Napkin Problem 13: Filtering with Inverted Indexes
Database queries are all about filtering. Whether you're finding rows with a particular name, within a price-range, or those created within a time-window. Trouble, however, ensues for most databases when you have many filters and none of them narrow down the results much.
This problem of filtering on many attributes efficiently has haunted me since Problem 3, and again in Problem 9. Queries that mass-filter are conceptually common in commerce merchandising/collections/discovery/discounts where you expect to narrow down products by many attributes. Devilish queries of the type below might be used to create a "Blue Training Sneaker Summer Mega-Sale" collection. The merchant might have tens of millions of products, and each attribute might be on millions of products. In SQL, it might look something like the following:
SELECT id FROM products WHERE color=blue AND type=sneaker AND activity=training   AND season=summer AND inventory > 0 AND price <= 200 AND price >= 100 
These are especially challenging when you expect the database to return a result in a time-frame that's suitable for a web request (<10 ms). Unfortunately, classic relational databases are typically not suited for serving these types of queries efficiently on their B-Tree based indexes for a few reasons. The two arguments that top the list for me:
- The data doesn't conform to a strict schema. A product might have 100s to 1000s of attributes we need to efficiently filter against. This might mean having extremely wide rows, with 100s of indexes, which leads to a number of other issues.
- Databases struggle to use multiple indexes concurrently in each filtering    step. While MySQL can filter by priceand thentypeto serve a query, it can't filter efficiently by scanning and cross-referencing multiple indexes simultaneously (this is a solvable problem, see here for more context).

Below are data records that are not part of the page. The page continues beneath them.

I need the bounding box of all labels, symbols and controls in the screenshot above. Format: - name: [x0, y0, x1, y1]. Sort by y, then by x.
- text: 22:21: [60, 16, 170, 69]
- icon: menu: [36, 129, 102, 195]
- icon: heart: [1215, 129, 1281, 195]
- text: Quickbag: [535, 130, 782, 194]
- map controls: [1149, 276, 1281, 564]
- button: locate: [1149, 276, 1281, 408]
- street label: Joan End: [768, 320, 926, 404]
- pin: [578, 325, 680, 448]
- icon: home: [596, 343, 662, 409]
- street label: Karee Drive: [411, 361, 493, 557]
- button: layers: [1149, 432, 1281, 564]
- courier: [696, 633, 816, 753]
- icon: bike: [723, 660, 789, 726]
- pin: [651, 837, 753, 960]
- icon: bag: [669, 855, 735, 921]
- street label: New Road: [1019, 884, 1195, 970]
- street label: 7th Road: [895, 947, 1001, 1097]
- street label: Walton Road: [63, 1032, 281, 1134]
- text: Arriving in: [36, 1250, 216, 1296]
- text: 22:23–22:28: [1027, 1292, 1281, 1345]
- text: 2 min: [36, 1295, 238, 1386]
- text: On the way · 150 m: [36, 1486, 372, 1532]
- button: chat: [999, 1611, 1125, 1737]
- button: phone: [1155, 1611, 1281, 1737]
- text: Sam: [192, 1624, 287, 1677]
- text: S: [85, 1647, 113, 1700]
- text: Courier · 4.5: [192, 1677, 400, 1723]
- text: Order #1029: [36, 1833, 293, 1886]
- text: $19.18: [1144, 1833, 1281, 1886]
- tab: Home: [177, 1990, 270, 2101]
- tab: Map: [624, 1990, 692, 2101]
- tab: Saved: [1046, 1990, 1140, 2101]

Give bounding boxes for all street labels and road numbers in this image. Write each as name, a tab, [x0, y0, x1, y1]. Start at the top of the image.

Using B-Trees for mass-filtering deserves deeper thought and napkin math (these two problems don't seem impossible to solve), and given how much this problem troubles me, I might follow up with more detail on this in another issue. It's also worth noting that Posgres and MySQL both implement inverted indexes, so those could be used instead of the implementation below.
But in this issue we will investigate the inverted index as a possible data-structure for serving many-filter queries efficiently. The inverted index (explained below) is the data-structure that powers search. We will be using Lucene, which is the most popular open-source implementation of the inverted index. It's what powers ElasticSearch and Solr, the two most popular open-source search engines. You can think of Lucene as the RocksDB/InnoDB of search. Lucene is written in Java.
Why would we want to use a search engine to filter data? Because search as a problem is a superset of our filtering problem. Search is fundamentally about turning a language query blue summer sneakers into a series of filtering operations: intersect products that match blue, summer, and sneaker. Search has a language component, e.g. turning sneakers into sneaker, but the filtering problem is the same. If search is fundamentally language + filtering, perhaps we can use just the filtering bit? Search is typically not implemented on top of B-Tree indexes (what classic databases use), but use an inverted index. Perhaps that can resolve problem (1) and (2) above?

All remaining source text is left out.